Why do you want these animal tiles, representing some choice photo of a species of tropical fauna? Well, at game end you will be awarded points for specialisation in a given animal (e.g. how many Iguanas you collected), pay-off being formulated on the triangular number sequence, with a max pay-out of 21 points for six matching tiles vs one point for a singleton. I imagine this as being a representation of your reputation for catching ‘hot jaguar pics’ inside the nascent animal celebrity worship scene. If it’s good enough for house-pets, I’m looking at you ‘Menswear Dog’…
You’ll also be awarded points for achieving variety. No need to be a one-trick swamp frog in this game as each mismatch set consisting of all six animals will award YOU, yes YOU, a further 20 pap points. You can have it all, if your opponents are foolish enough to let you.

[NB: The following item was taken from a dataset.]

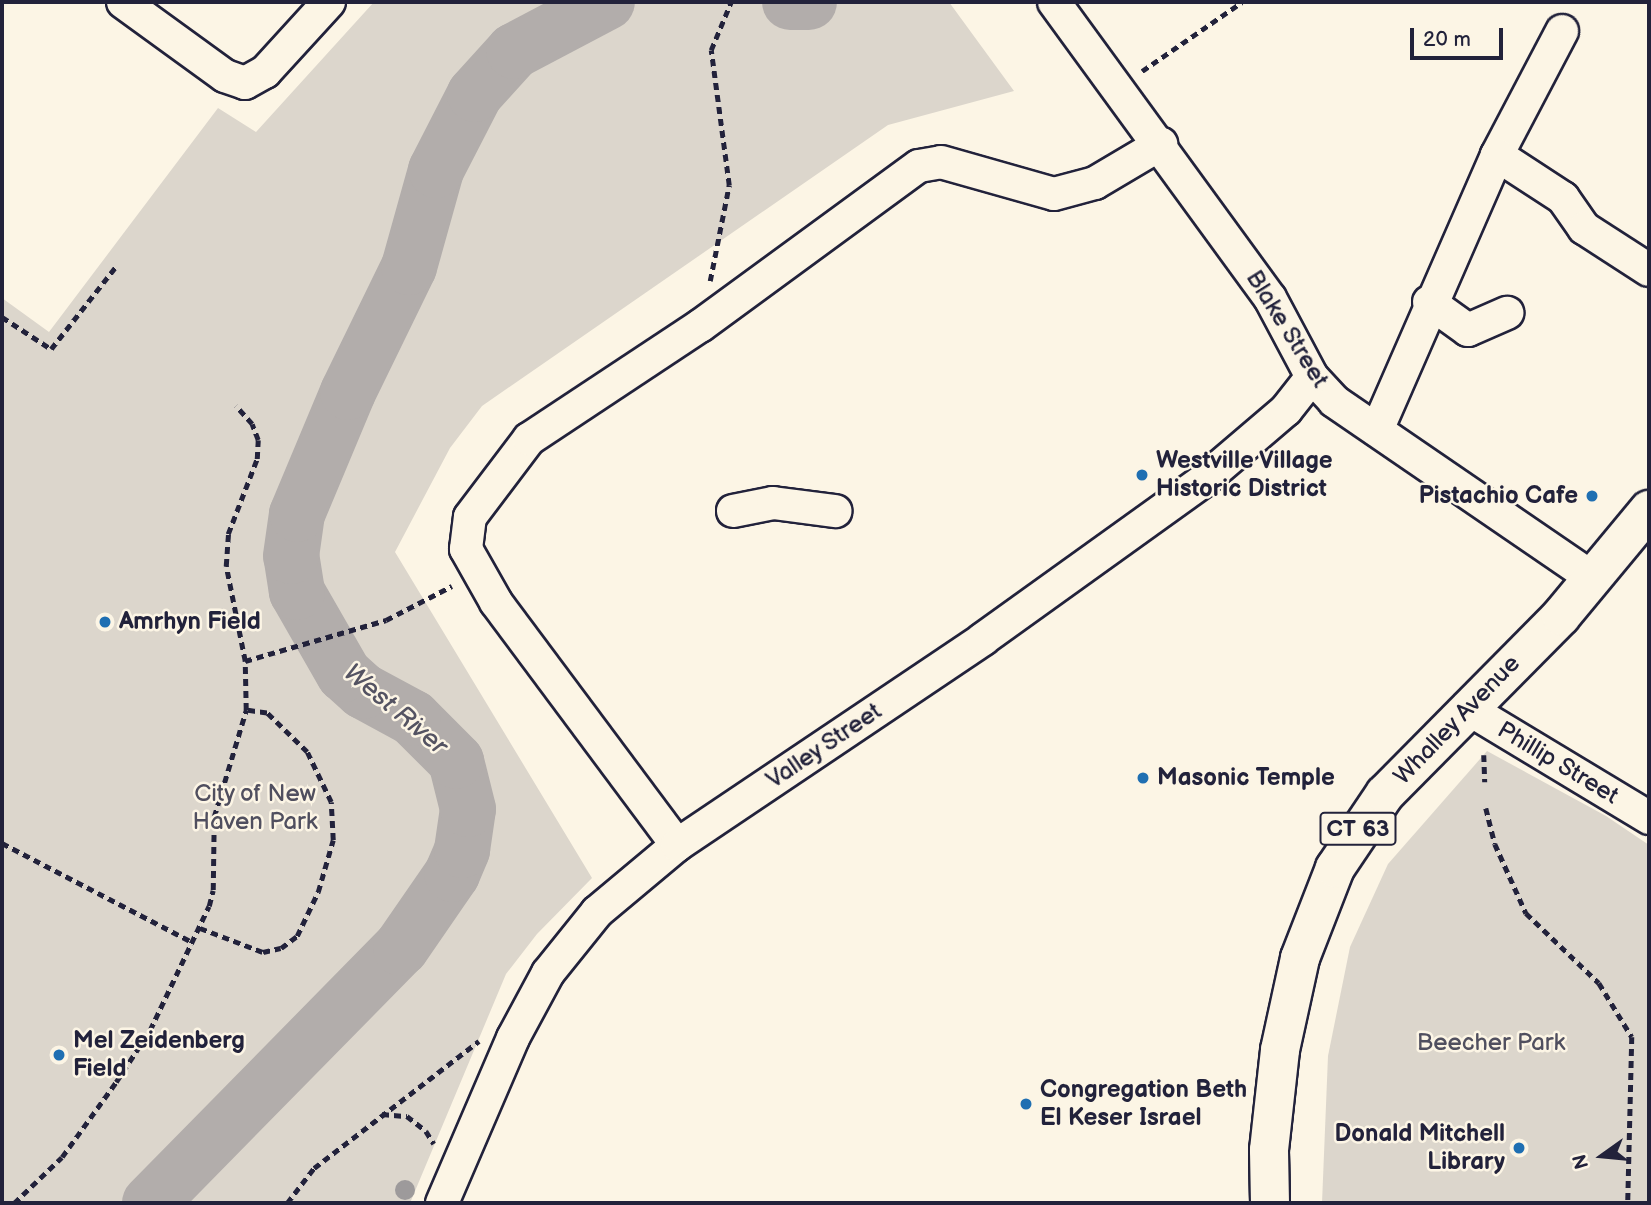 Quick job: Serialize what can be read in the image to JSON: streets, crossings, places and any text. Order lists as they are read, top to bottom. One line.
{"streets":{"main road":["Whalley Avenue","CT 63"],"street":["Blake Street","Valley Street","Phillip Street"]},"crossings":[["Blake Street","Whalley Avenue"],["Blake Street","Valley Street"],["Whalley Avenue","Phillip Street"]],"water":["West River"],"parks":["City of New Haven Park","Beecher Park"],"places":["Westville Village Historic District","Pistachio Cafe","Amrhyn Field","Masonic Temple","Mel Zeidenberg Field","Congregation Beth El Keser Israel","Donald Mitchell Library"],"scale_bar":"20 m","north":"left"}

Further to you opponents working against you, when the leader takes their decision whether to claim or proceed, they have to take into consideration how hazardous the terrain they are moving to is. Risk is abstracted via a ‘push your luck’ game, whereby if you collect two ‘mosquito’ icons on the tiles in the chain, the leader catches malaria and goes home with all the exposed tiles excluding those bearing risk icons. Thereby their spell as commandant is ended and their meeple is removed from the expedition. These dangers are more prevalent in certain types of terrain, however to maximise your score you’re going to have to brave those mountains at some point. Just perhaps not when you’re already carrying a bit of the old ‘Mosquito Fever’, but that’s entirely your call, old bean.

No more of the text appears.